[What the task asks] Set the data down exactly as it stands, and keep its pictures out.

[Collected material]
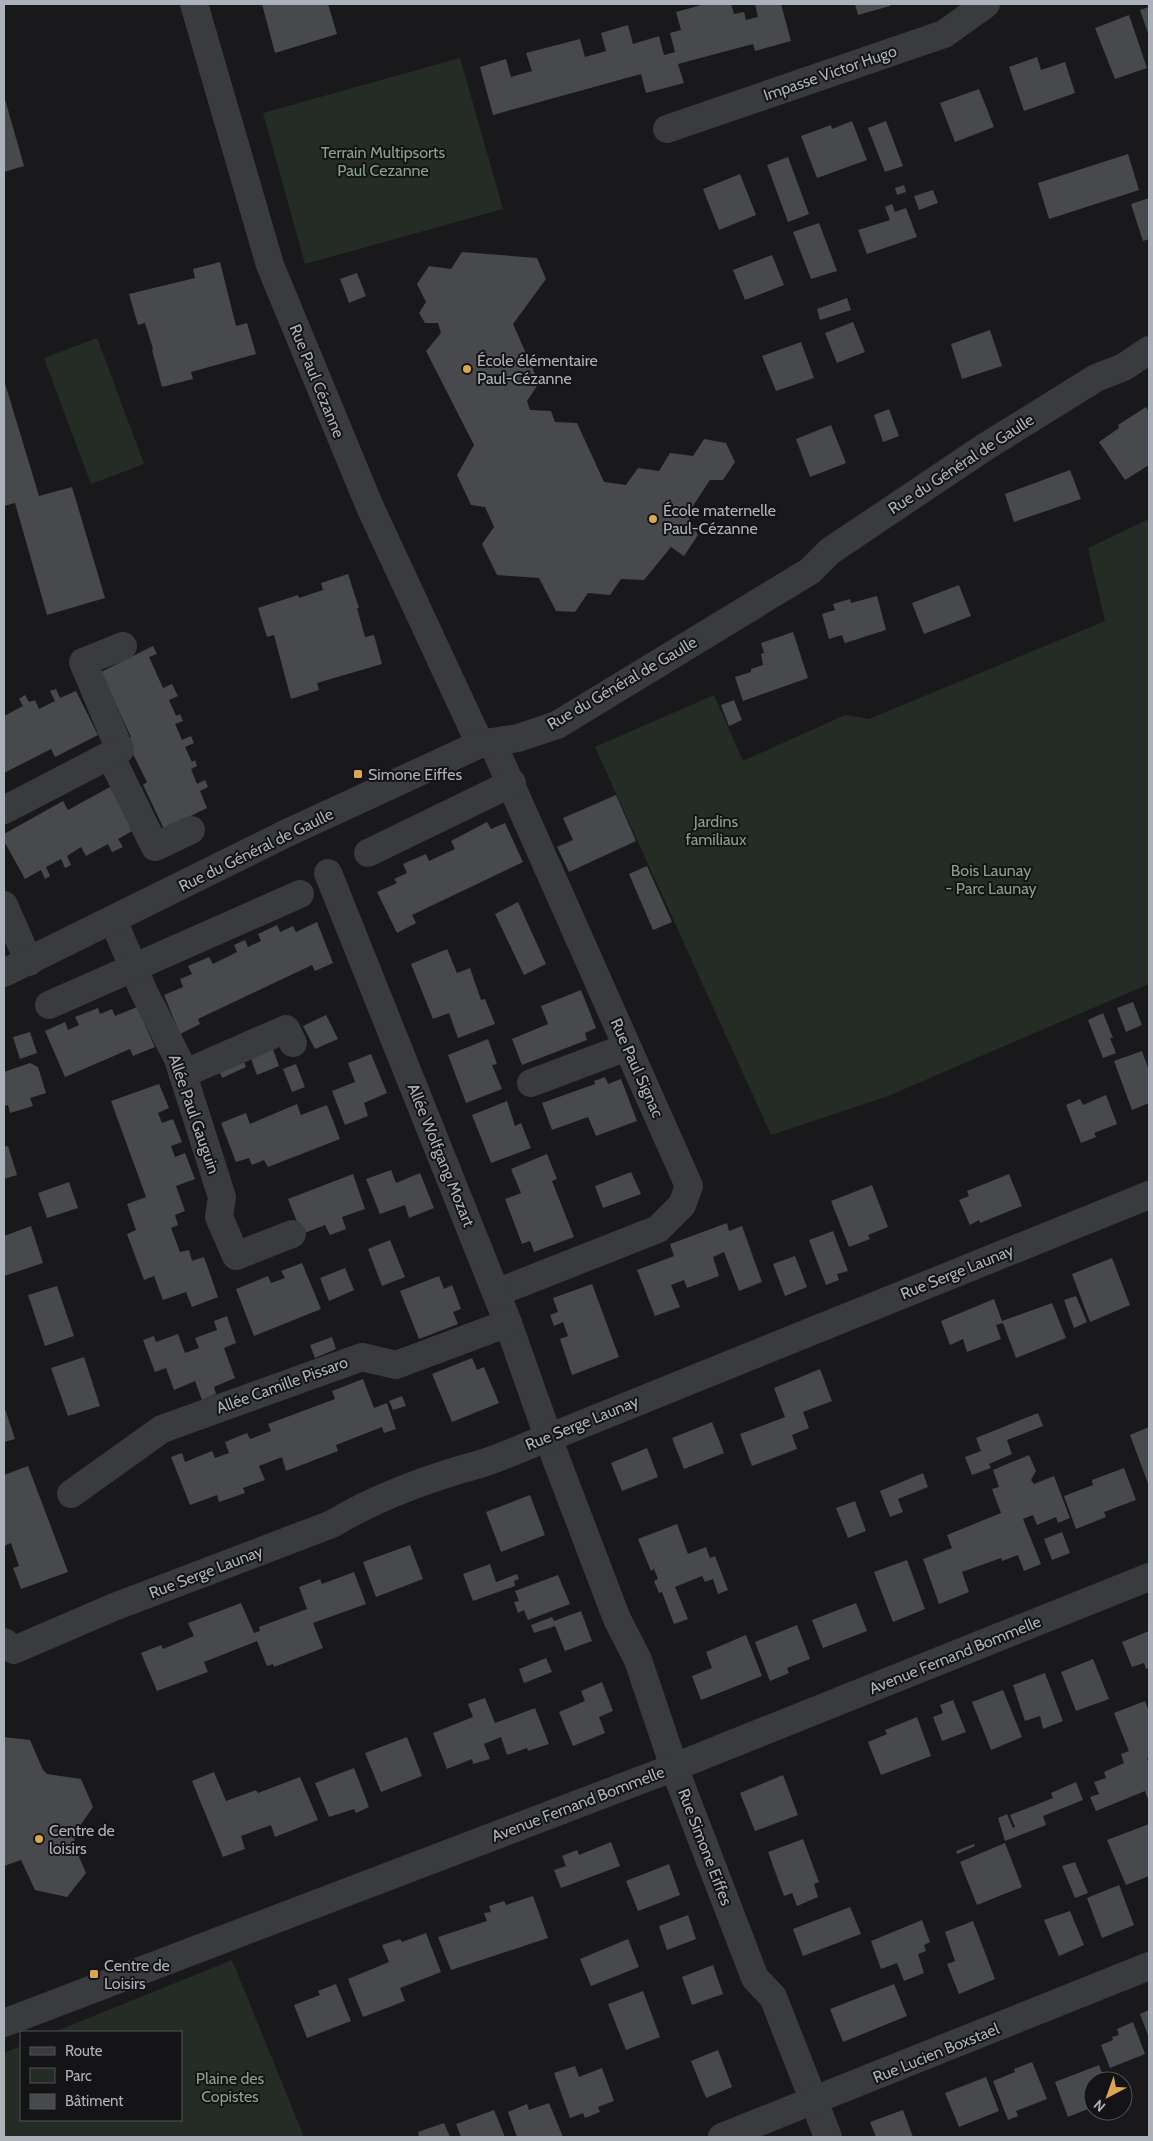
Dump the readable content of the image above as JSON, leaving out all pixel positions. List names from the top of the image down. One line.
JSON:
{"streets":{"street":["Impasse Victor Hugo","Rue Paul Cézanne","Rue du Général de Gaulle","Rue Paul Signac","Allée Paul Gauguin","Allée Wolfgang Mozart","Rue Serge Launay","Allée Camille Pissaro","Avenue Fernand Bommelle","Rue Simone Eiffes","Rue Lucien Boxstael"]},"crossings":[["Rue Paul Cézanne","Rue du Général de Gaulle"],["Rue Paul Cézanne","Rue Paul Signac"],["Rue du Général de Gaulle","Rue Paul Signac"],["Rue du Général de Gaulle","Allée Paul Gauguin"],["Rue Paul Signac","Allée Wolfgang Mozart"],["Allée Wolfgang Mozart","Rue Serge Launay"],["Allée Wolfgang Mozart","Allée Camille Pissaro"],["Allée Wolfgang Mozart","Rue Simone Eiffes"],["Rue Serge Launay","Rue Simone Eiffes"],["Avenue Fernand Bommelle","Rue Simone Eiffes"],["Rue Simone Eiffes","Rue Lucien Boxstael"]],"parks":["Terrain Multipsorts Paul Cezanne","Jardins familiaux","Bois Launay - Parc Launay","Plaine des Copistes"],"places":{"other":["École élémentaire Paul-Cézanne","École maternelle Paul-Cézanne","Centre de loisirs"],"transit":["Simone Eiffes","Centre de Loisirs"]},"legend":["Route","Parc","Bâtiment"],"north":"bottom left"}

[Answer box]
Dump the readable content of the image above as JSON, leaving out all pixel positions. List names from the top of the image down. One line.
JSON:
{"streets":{"street":["Impasse Victor Hugo","Rue Paul Cézanne","Rue du Général de Gaulle","Rue Paul Signac","Allée Paul Gauguin","Allée Wolfgang Mozart","Rue Serge Launay","Allée Camille Pissaro","Avenue Fernand Bommelle","Rue Simone Eiffes","Rue Lucien Boxstael"]},"crossings":[["Rue Paul Cézanne","Rue du Général de Gaulle"],["Rue Paul Cézanne","Rue Paul Signac"],["Rue du Général de Gaulle","Rue Paul Signac"],["Rue du Général de Gaulle","Allée Paul Gauguin"],["Rue Paul Signac","Allée Wolfgang Mozart"],["Allée Wolfgang Mozart","Rue Serge Launay"],["Allée Wolfgang Mozart","Allée Camille Pissaro"],["Allée Wolfgang Mozart","Rue Simone Eiffes"],["Rue Serge Launay","Rue Simone Eiffes"],["Avenue Fernand Bommelle","Rue Simone Eiffes"],["Rue Simone Eiffes","Rue Lucien Boxstael"]],"parks":["Terrain Multipsorts Paul Cezanne","Jardins familiaux","Bois Launay - Parc Launay","Plaine des Copistes"],"places":{"other":["École élémentaire Paul-Cézanne","École maternelle Paul-Cézanne","Centre de loisirs"],"transit":["Simone Eiffes","Centre de Loisirs"]},"legend":["Route","Parc","Bâtiment"],"north":"bottom left"}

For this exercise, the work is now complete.